▶ **Required work**: Restate the data below word for word, keeping each line intact.

▶ **Data for this task**:
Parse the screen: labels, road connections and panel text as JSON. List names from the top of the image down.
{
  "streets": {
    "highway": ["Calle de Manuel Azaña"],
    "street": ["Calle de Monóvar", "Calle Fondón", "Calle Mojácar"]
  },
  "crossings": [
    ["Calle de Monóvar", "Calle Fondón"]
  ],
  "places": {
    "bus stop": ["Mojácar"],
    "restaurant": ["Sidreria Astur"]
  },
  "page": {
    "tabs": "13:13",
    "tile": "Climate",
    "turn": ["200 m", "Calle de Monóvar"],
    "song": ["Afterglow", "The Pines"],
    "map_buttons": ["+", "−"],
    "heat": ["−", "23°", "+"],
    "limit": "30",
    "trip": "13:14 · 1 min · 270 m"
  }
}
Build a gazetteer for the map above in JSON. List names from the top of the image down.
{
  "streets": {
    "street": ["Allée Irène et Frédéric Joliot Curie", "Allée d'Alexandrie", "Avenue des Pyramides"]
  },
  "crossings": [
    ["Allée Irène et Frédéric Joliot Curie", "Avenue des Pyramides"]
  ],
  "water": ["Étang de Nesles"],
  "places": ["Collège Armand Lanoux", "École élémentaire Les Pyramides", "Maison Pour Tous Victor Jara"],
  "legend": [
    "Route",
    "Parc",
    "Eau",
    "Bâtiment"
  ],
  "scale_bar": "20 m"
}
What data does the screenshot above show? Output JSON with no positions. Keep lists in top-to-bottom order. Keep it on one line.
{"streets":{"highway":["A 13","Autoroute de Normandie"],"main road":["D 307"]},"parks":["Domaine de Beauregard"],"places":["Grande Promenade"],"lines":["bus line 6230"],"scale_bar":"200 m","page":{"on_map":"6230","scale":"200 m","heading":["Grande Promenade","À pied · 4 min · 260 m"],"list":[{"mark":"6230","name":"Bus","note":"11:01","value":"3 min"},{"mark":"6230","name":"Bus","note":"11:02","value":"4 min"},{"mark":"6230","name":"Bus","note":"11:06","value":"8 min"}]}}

▶ **Worked solution**:
Parse the screen: labels, road connections and panel text as JSON. List names from the top of the image down.
{
  "streets": {
    "highway": ["Calle de Manuel Azaña"],
    "street": ["Calle de Monóvar", "Calle Fondón", "Calle Mojácar"]
  },
  "crossings": [
    ["Calle de Monóvar", "Calle Fondón"]
  ],
  "places": {
    "bus stop": ["Mojácar"],
    "restaurant": ["Sidreria Astur"]
  },
  "page": {
    "tabs": "13:13",
    "tile": "Climate",
    "turn": ["200 m", "Calle de Monóvar"],
    "song": ["Afterglow", "The Pines"],
    "map_buttons": ["+", "−"],
    "heat": ["−", "23°", "+"],
    "limit": "30",
    "trip": "13:14 · 1 min · 270 m"
  }
}
Build a gazetteer for the map above in JSON. List names from the top of the image down.
{
  "streets": {
    "street": ["Allée Irène et Frédéric Joliot Curie", "Allée d'Alexandrie", "Avenue des Pyramides"]
  },
  "crossings": [
    ["Allée Irène et Frédéric Joliot Curie", "Avenue des Pyramides"]
  ],
  "water": ["Étang de Nesles"],
  "places": ["Collège Armand Lanoux", "École élémentaire Les Pyramides", "Maison Pour Tous Victor Jara"],
  "legend": [
    "Route",
    "Parc",
    "Eau",
    "Bâtiment"
  ],
  "scale_bar": "20 m"
}
What data does the screenshot above show? Output JSON with no positions. Keep lists in top-to-bottom order. Keep it on one line.
{"streets":{"highway":["A 13","Autoroute de Normandie"],"main road":["D 307"]},"parks":["Domaine de Beauregard"],"places":["Grande Promenade"],"lines":["bus line 6230"],"scale_bar":"200 m","page":{"on_map":"6230","scale":"200 m","heading":["Grande Promenade","À pied · 4 min · 260 m"],"list":[{"mark":"6230","name":"Bus","note":"11:01","value":"3 min"},{"mark":"6230","name":"Bus","note":"11:02","value":"4 min"},{"mark":"6230","name":"Bus","note":"11:06","value":"8 min"}]}}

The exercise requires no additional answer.